═════ Available data ═════

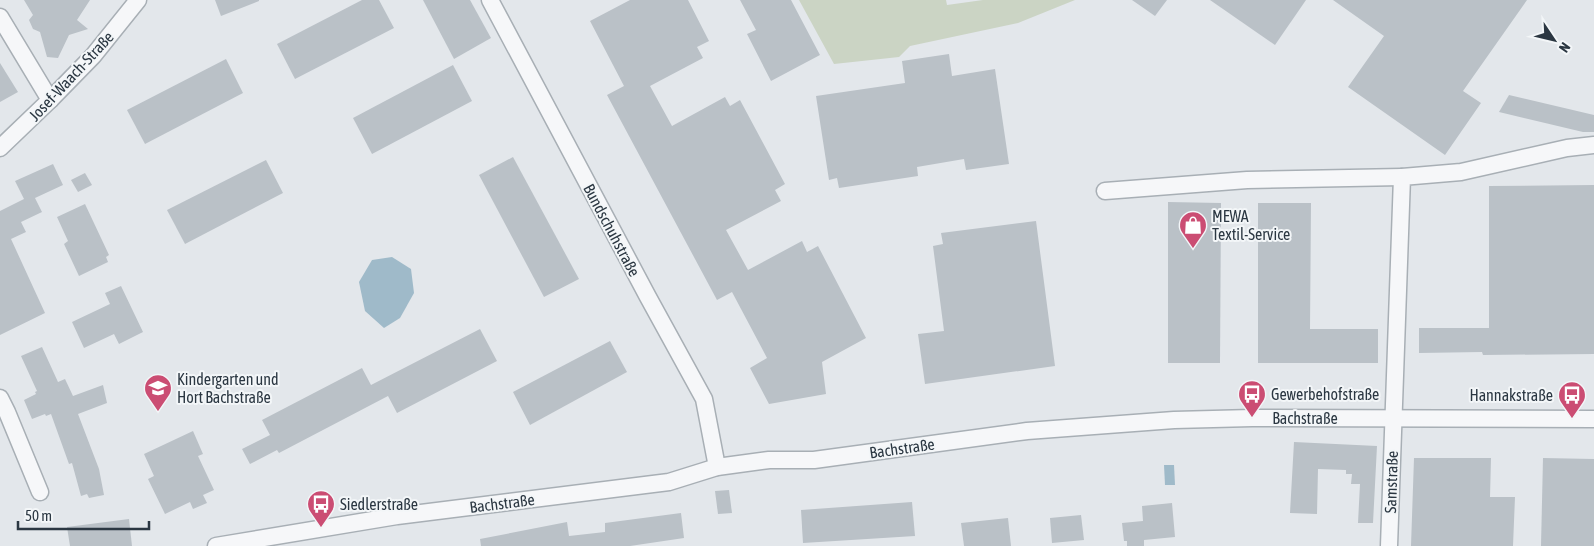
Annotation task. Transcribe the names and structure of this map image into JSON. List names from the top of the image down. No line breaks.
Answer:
{"streets":{"street":["Josef-Waach-Straße","Bundschuhstraße","Bachstraße","Samstraße"]},"crossings":[["Bundschuhstraße","Bachstraße"],["Bachstraße","Samstraße"]],"places":{"shop":["MEWA Textil-Service"],"school or university":["Kindergarten und Hort Bachstraße"],"bus stop":["Gewerbehofstraße","Hannakstraße","Siedlerstraße"]},"scale_bar":"50 m","north":"bottom right"}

═════

▸ **What to produce**: Reproduce every line of the data above, exactly as it stands, but not the pictures.

▸ **Written answer**:
Annotation task. Transcribe the names and structure of this map image into JSON. List names from the top of the image down. No line breaks.
Answer:
{"streets":{"street":["Josef-Waach-Straße","Bundschuhstraße","Bachstraße","Samstraße"]},"crossings":[["Bundschuhstraße","Bachstraße"],["Bachstraße","Samstraße"]],"places":{"shop":["MEWA Textil-Service"],"school or university":["Kindergarten und Hort Bachstraße"],"bus stop":["Gewerbehofstraße","Hannakstraße","Siedlerstraße"]},"scale_bar":"50 m","north":"bottom right"}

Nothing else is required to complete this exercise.